When the line containing "for (let i = 2;" appears in the entries below, begin printing there and stop after the line containing "c.lineWidth = 4.5;"; print each of those lines exactly and no other line.

(Records excerpted from a collection)
>>>

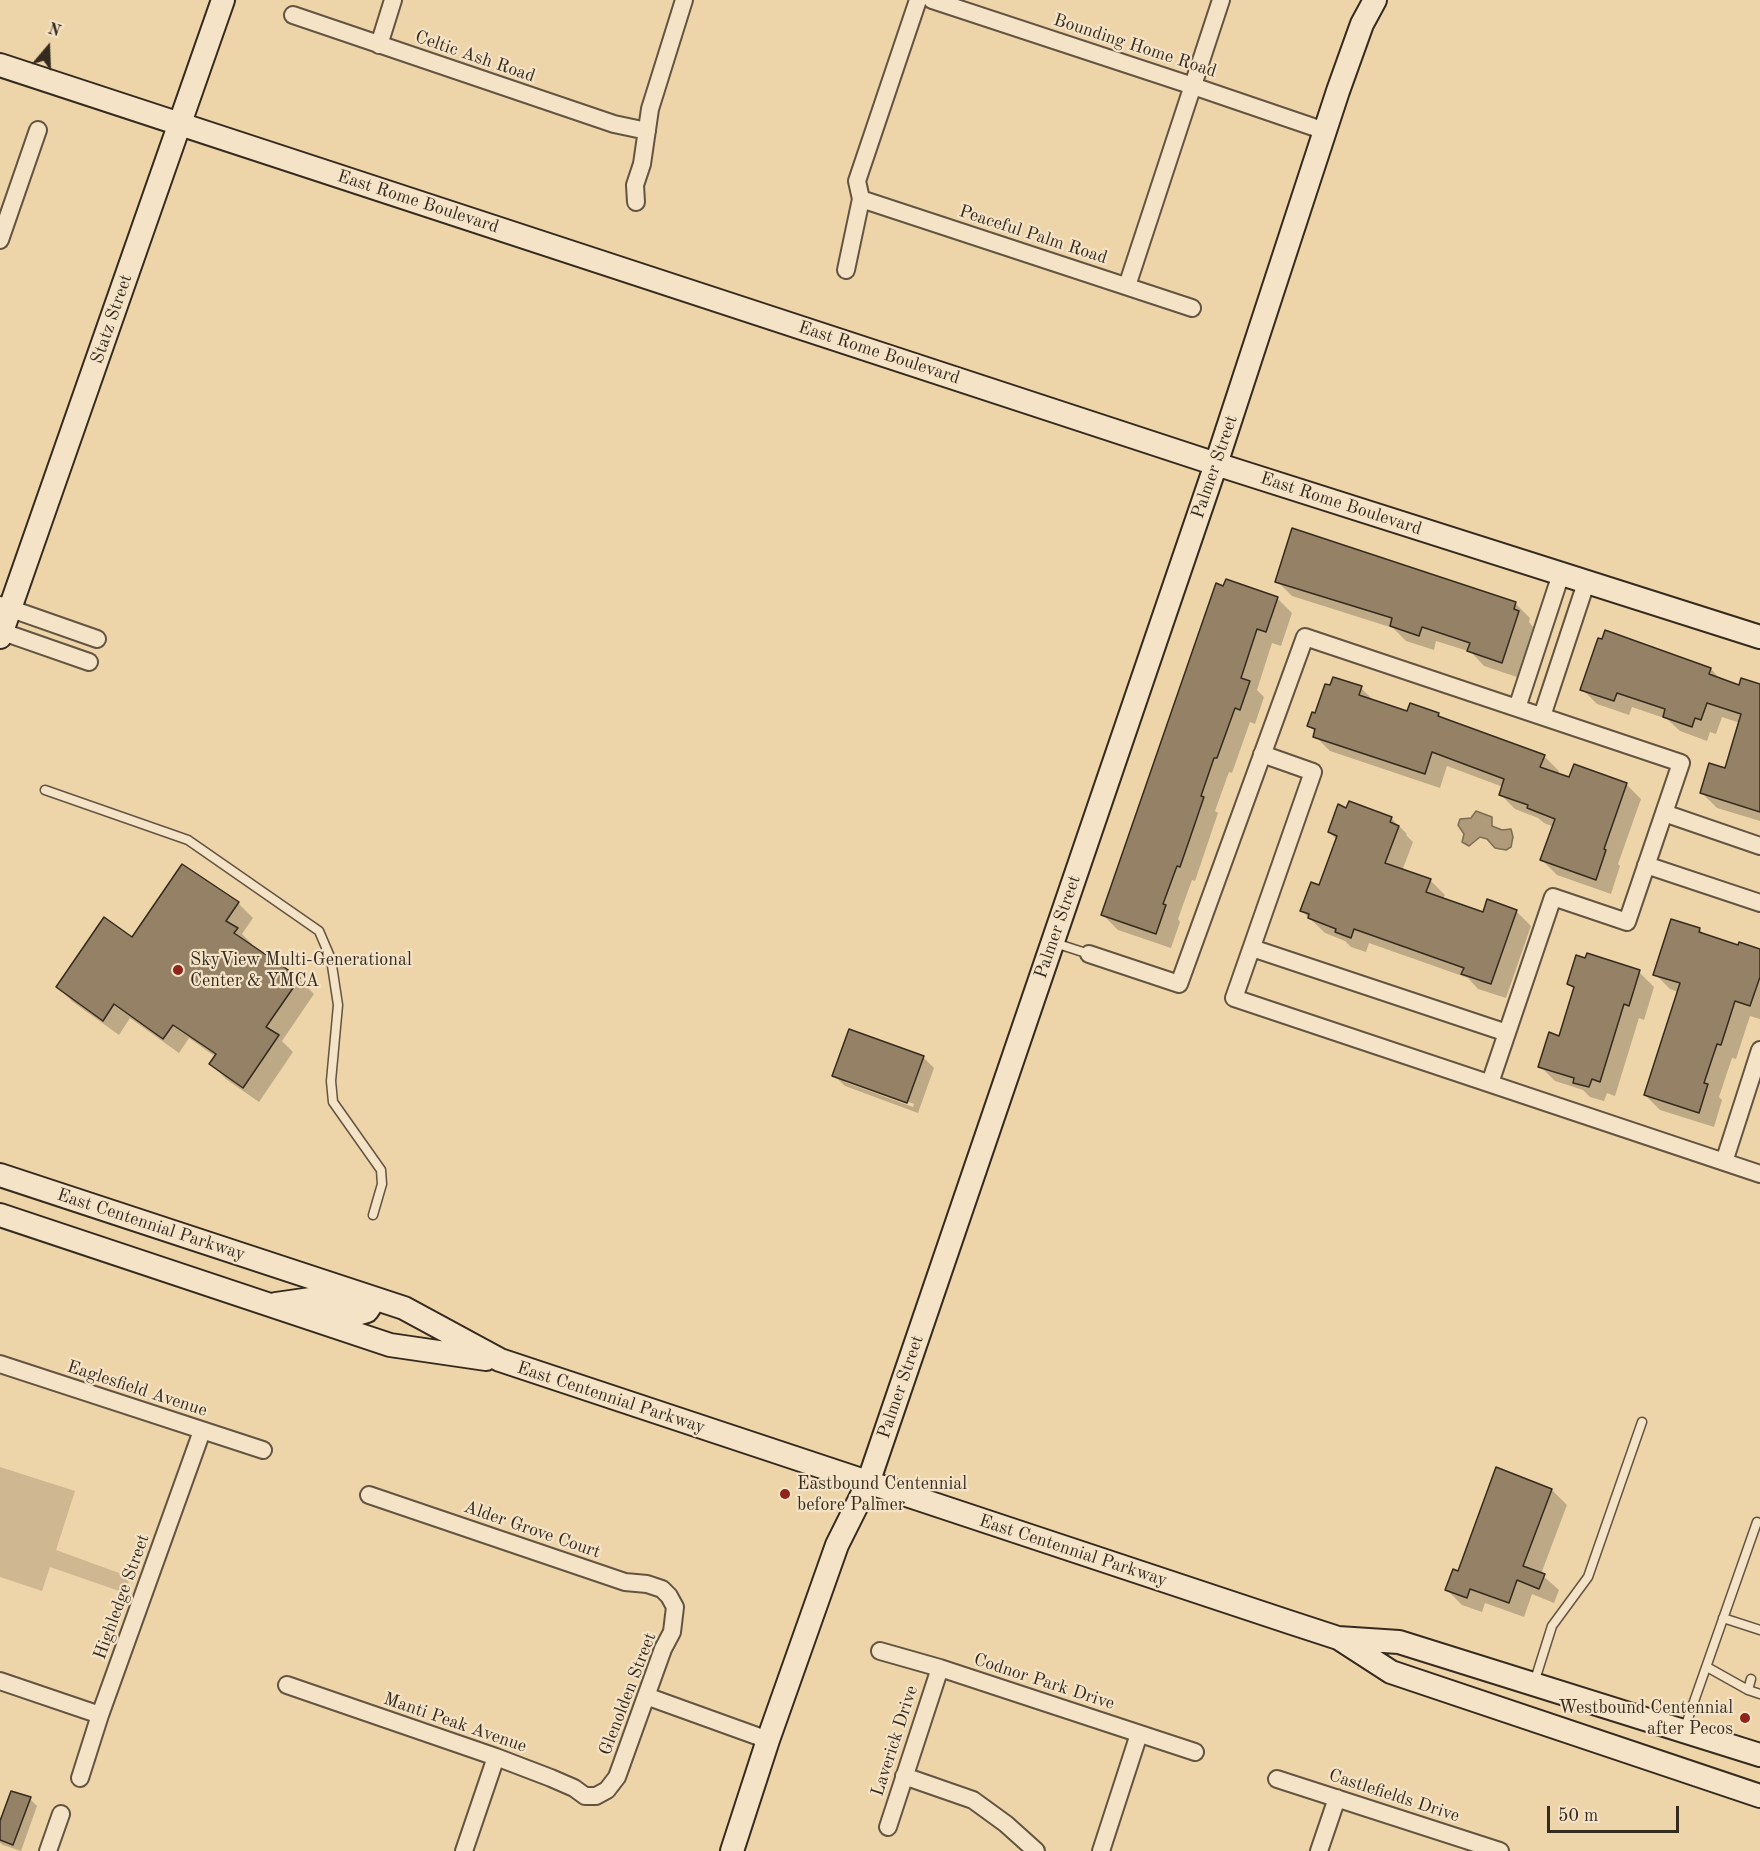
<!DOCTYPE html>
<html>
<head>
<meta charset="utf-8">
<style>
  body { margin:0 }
  #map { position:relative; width:1760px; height:1851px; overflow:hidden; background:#eed4a9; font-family:"Old Standard TT",serif }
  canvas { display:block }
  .north { position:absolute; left:18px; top:18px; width:60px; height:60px; -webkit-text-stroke:4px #f4e3c7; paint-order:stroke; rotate:19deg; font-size:16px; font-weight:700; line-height:24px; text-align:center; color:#352a1e }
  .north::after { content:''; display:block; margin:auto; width:21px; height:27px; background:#352a1e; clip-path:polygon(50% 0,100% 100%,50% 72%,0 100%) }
  .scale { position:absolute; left:1547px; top:1806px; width:132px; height:27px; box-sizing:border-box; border:3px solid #352a1e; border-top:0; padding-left:8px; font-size:18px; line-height:21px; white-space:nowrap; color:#352a1e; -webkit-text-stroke:4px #f4e3c7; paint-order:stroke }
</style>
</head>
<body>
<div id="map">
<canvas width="1760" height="1851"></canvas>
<div class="north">N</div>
<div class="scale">50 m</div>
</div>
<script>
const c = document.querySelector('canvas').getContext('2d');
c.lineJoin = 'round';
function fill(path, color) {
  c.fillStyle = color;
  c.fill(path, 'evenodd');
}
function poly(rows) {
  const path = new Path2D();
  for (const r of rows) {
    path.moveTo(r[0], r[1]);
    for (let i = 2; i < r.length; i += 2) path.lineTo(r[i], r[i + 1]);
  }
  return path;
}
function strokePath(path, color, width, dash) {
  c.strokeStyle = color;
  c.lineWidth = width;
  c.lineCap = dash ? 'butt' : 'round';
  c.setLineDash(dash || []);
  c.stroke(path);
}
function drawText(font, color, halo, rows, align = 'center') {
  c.font = font + ' "Old Standard TT",serif';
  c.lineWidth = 4.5;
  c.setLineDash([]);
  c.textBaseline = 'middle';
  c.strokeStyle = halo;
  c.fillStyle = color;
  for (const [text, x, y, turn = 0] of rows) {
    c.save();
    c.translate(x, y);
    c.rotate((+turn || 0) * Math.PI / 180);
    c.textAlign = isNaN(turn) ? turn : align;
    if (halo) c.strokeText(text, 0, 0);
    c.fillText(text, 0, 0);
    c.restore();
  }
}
const green = poly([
  [0,1467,75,1491,56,1550,130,1577,125,1593,50,1567,42,1591,0,1577]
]);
const water = poly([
  [1476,811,1492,817,1492,826,1502,830,1511,829,1513,837,1511,847,1506,850,1495,848,1487,839,1480,837,1469,846,1462,842,1464,834,1458,825,1460,819,1471,818,1476,811]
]);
const shadow = poly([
  [1277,581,1515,603,1530,618,1529,622,1533,627,1517,677,1484,666,1471,652,1436,641,1434,650,1406,641,1393,628,1292,596],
  [1217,585,1277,598,1292,613,1281,646,1272,643,1257,690,1264,697,1255,724,1250,722,1232,773,1229,772,1215,811,1218,813,1195,881,1192,880,1178,919,1180,922,1171,948,1118,930,1103,915],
  [1606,632,1711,669,1721,680,1740,686,1760,685,1760,821,1717,808,1702,793,1726,770,1740,723,1722,717,1716,734,1710,732,1707,741,1680,731,1667,719,1632,707,1629,715,1597,704,1582,689],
  [1361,688,1376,703,1408,713,1438,714,1444,719,1544,756,1559,771,1557,775,1570,779,1626,784,1641,799,1618,864,1620,866,1611,894,1557,875,1542,860,1554,827,1544,823,1538,818,1515,809,1500,794,1503,787,1447,766,1440,788,1330,751,1315,736,1316,733,1309,726,1316,715],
  [1350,803,1392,819,1407,834,1406,835,1413,842,1402,871,1430,880,1445,895,1443,899,1484,914,1516,911,1531,926,1506,998,1478,989,1468,978,1369,943,1366,952,1351,947,1345,941,1325,933,1301,910,1320,887,1337,840,1329,832,1347,809],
  [238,903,253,918,242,934,252,944,250,946,299,979,314,994,282,1041,293,1052,259,1102,226,1079,211,1064,216,1057,189,1038,179,1053,130,1018,119,1035,73,1002,58,987,133,939],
  [1672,921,1700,930,1706,936,1739,947,1760,950,1760,1019,1750,1016,1736,1059,1732,1058,1719,1097,1722,1100,1714,1127,1660,1110,1645,1095,1678,992,1670,989,1655,974],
  [1639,972,1654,987,1644,1020,1639,1018,1615,1096,1607,1093,1604,1101,1590,1097,1583,1090,1555,1081,1540,1066,1560,1038,1575,990,1569,984],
  [923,1057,934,1068,918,1113,845,1086,834,1075],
  [845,1079,914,1104,913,1107,845,1082],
  [1552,1490,1567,1505,1541,1574,1559,1590,1554,1603,1532,1594,1524,1617,1485,1603,1482,1612,1462,1605,1447,1590,1459,1573],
  [30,1799,37,1806,21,1851,3,1845,0,1843,0,1826]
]);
const building = poly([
  [1292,528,1516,602,1514,609,1519,611,1502,663,1467,651,1470,643,1422,627,1419,636,1390,626,1392,618,1275,582,1292,528],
  [1226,579,1278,597,1266,632,1257,629,1241,678,1250,681,1240,710,1235,708,1217,758,1214,758,1201,796,1204,797,1190,838,1180,867,1177,866,1163,904,1166,905,1156,934,1101,915,1216,583,1223,586,1226,579],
  [1605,630,1711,668,1709,674,1739,685,1741,678,1760,684,1760,812,1700,793,1709,763,1725,768,1741,714,1707,703,1701,720,1695,718,1692,727,1663,717,1665,709,1617,693,1614,701,1580,690,1598,638,1602,639,1605,630],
  [1333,677,1362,686,1359,695,1407,711,1410,703,1439,713,1438,716,1545,755,1540,767,1569,777,1574,764,1627,783,1604,849,1606,850,1596,880,1540,860,1555,819,1527,808,1528,805,1499,795,1504,779,1432,752,1425,774,1313,737,1315,729,1307,726,1312,712,1315,713,1325,684,1330,685,1333,677],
  [1349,801,1392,817,1390,822,1399,826,1385,863,1431,879,1426,892,1483,912,1487,899,1517,910,1491,984,1461,974,1464,968,1354,929,1351,938,1335,932,1336,929,1308,918,1309,914,1300,911,1311,882,1319,885,1337,836,1328,832,1338,804,1346,808,1349,801],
  [182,864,239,902,226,921,238,928,234,933,300,978,266,1027,279,1035,243,1088,209,1064,216,1054,173,1025,163,1039,114,1004,103,1021,56,987,104,917,132,937,182,864],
  [1671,919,1700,928,1699,932,1738,945,1739,942,1760,949,1760,977,1750,1006,1735,1001,1721,1045,1717,1044,1704,1083,1708,1084,1699,1113,1644,1095,1680,983,1653,975,1671,919],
  [1587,953,1640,970,1629,1006,1624,1004,1600,1082,1592,1079,1589,1087,1573,1083,1574,1078,1538,1067,1549,1032,1559,1036,1574,987,1567,984,1576,955,1585,958,1587,953],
  [849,1029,924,1056,907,1103,832,1076,849,1029],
  [1496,1467,1552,1489,1523,1566,1545,1574,1539,1589,1517,1580,1509,1603,1470,1589,1467,1598,1445,1590,1453,1569,1458,1571,1496,1467],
  [11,1791,31,1797,13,1845,0,1840,0,1821,11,1791]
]);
const lane = poly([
  [45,790,188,840,319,931,331,959,338,1005,331,1081,333,1102,381,1170,382,1184,373,1215],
  [1055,943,1089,954],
  [1723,1618,1760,1630],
  [1707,1667,1748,1690,1760,1694],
  [1534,1683,1552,1626,1588,1577,1642,1422],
  [1748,1690,1751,1679],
  [1684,1730,1757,1522]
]);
const street = poly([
  [932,0,1193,86,1325,131],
  [293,15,614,124,647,131],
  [379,45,393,0],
  [861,199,1192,308],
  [636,202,635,185,642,164,650,109,684,0],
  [0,240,38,130],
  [846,270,861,199,857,181,918,0],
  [1127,286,1221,0],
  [0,605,97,639],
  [0,631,89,662],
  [1517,708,1561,574],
  [1542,716,1586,583],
  [1262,754,1313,772,1234,998,1760,1174],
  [1664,813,1760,846],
  [1646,865,1760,903],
  [1252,948,1507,1033],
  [1089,954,1179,984,1305,637,1681,763,1627,922,1553,897,1490,1083],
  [1724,1162,1760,1050],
  [0,1364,263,1450],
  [880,1651,940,1668,1195,1752],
  [0,1681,100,1715],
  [287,1685,496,1757,551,1778,574,1788,585,1796,596,1796,607,1790,617,1777,663,1649,672,1632,675,1607,669,1596,662,1589,647,1584,625,1582,369,1495],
  [646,1696,768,1740],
  [904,1776,973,1800,1006,1824,1036,1851],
  [80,1778,100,1715,202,1431],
  [1277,1779,1500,1851],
  [888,1827,940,1668],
  [48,1851,61,1814],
  [464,1851,496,1757],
  [1101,1851,1139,1734],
  [1319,1851,1337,1798]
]);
const secondary = poly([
  [0,65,1216,464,1760,637],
  [0,637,223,0],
  [0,1175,404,1308,500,1360,1289,1622,1338,1638,1399,1642,1760,1755],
  [0,1215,390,1345,486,1359],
  [276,1304,311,1299,357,1314,367,1311,375,1299],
  [1340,1639,1391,1672,1760,1796],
  [732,1851,768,1740,837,1545,868,1483,1216,464,1338,91,1362,24,1375,0]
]);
const markers = [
  [178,970,6,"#8f2418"],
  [785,1494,6,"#8f2418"],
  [1745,1718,6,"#8f2418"]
];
const streetNames = [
  ["Bounding Home Road",1135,46,18],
  ["Celtic Ash Road",475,57,19],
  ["East Rome Boulevard",418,202,18],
  ["Peaceful Palm Road",1033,235,18],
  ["Statz Street",112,319,-71],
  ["East Rome Boulevard",879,353,18],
  ["Palmer Street",1215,467,-71],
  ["East Rome Boulevard",1341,504,18],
  ["Palmer Street",1058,927,-71],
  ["East Centennial Parkway",151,1225,18],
  ["Palmer Street",901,1387,-71],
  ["Eaglesfield Avenue",137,1389,18],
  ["East Centennial Parkway",611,1398,18],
  ["Alder Grove Court",532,1530,19],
  ["East Centennial Parkway",1073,1551,18],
  ["Highledge Street",122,1597,-70],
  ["Codnor Park Drive",1044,1682,18],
  ["Glenolden Street",628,1694,-69],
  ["Manti Peak Avenue",455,1723,19],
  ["Laverick Drive",895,1741,-72],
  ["Castlefields Drive",1394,1796,18]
];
const poiNames = [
  ["SkyView Multi-Generational",190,960],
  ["Center & YMCA",190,981],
  ["Eastbound Centennial",797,1484],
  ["before Palmer",797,1505],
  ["Westbound Centennial",1733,1708,"right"],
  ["after Pecos",1733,1729,"right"]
];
fill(green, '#cfb791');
fill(water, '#af9a7a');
strokePath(water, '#7e6d55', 1.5);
fill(shadow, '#0003');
fill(building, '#958266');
strokePath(building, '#352a1e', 1.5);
strokePath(lane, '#635441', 11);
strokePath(street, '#635441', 20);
strokePath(secondary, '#352a1e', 26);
strokePath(lane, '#f4e3c7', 8);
strokePath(street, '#f4e3c7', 16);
strokePath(secondary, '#f4e3c7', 22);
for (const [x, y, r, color] of markers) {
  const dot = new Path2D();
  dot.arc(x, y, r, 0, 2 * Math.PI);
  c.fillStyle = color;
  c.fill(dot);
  strokePath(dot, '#f4e3c7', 2);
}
drawText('18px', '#352a1e', '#f4e3c7', streetNames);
drawText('18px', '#352a1e', '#f4e3c7', poiNames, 'left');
</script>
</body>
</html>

<<<

Answer area:
    for (let i = 2; i < r.length; i += 2) path.lineTo(r[i], r[i + 1]);
  }
  return path;
}
function strokePath(path, color, width, dash) {
  c.strokeStyle = color;
  c.lineWidth = width;
  c.lineCap = dash ? 'butt' : 'round';
  c.setLineDash(dash || []);
  c.stroke(path);
}
function drawText(font, color, halo, rows, align = 'center') {
  c.font = font + ' "Old Standard TT",serif';
  c.lineWidth = 4.5;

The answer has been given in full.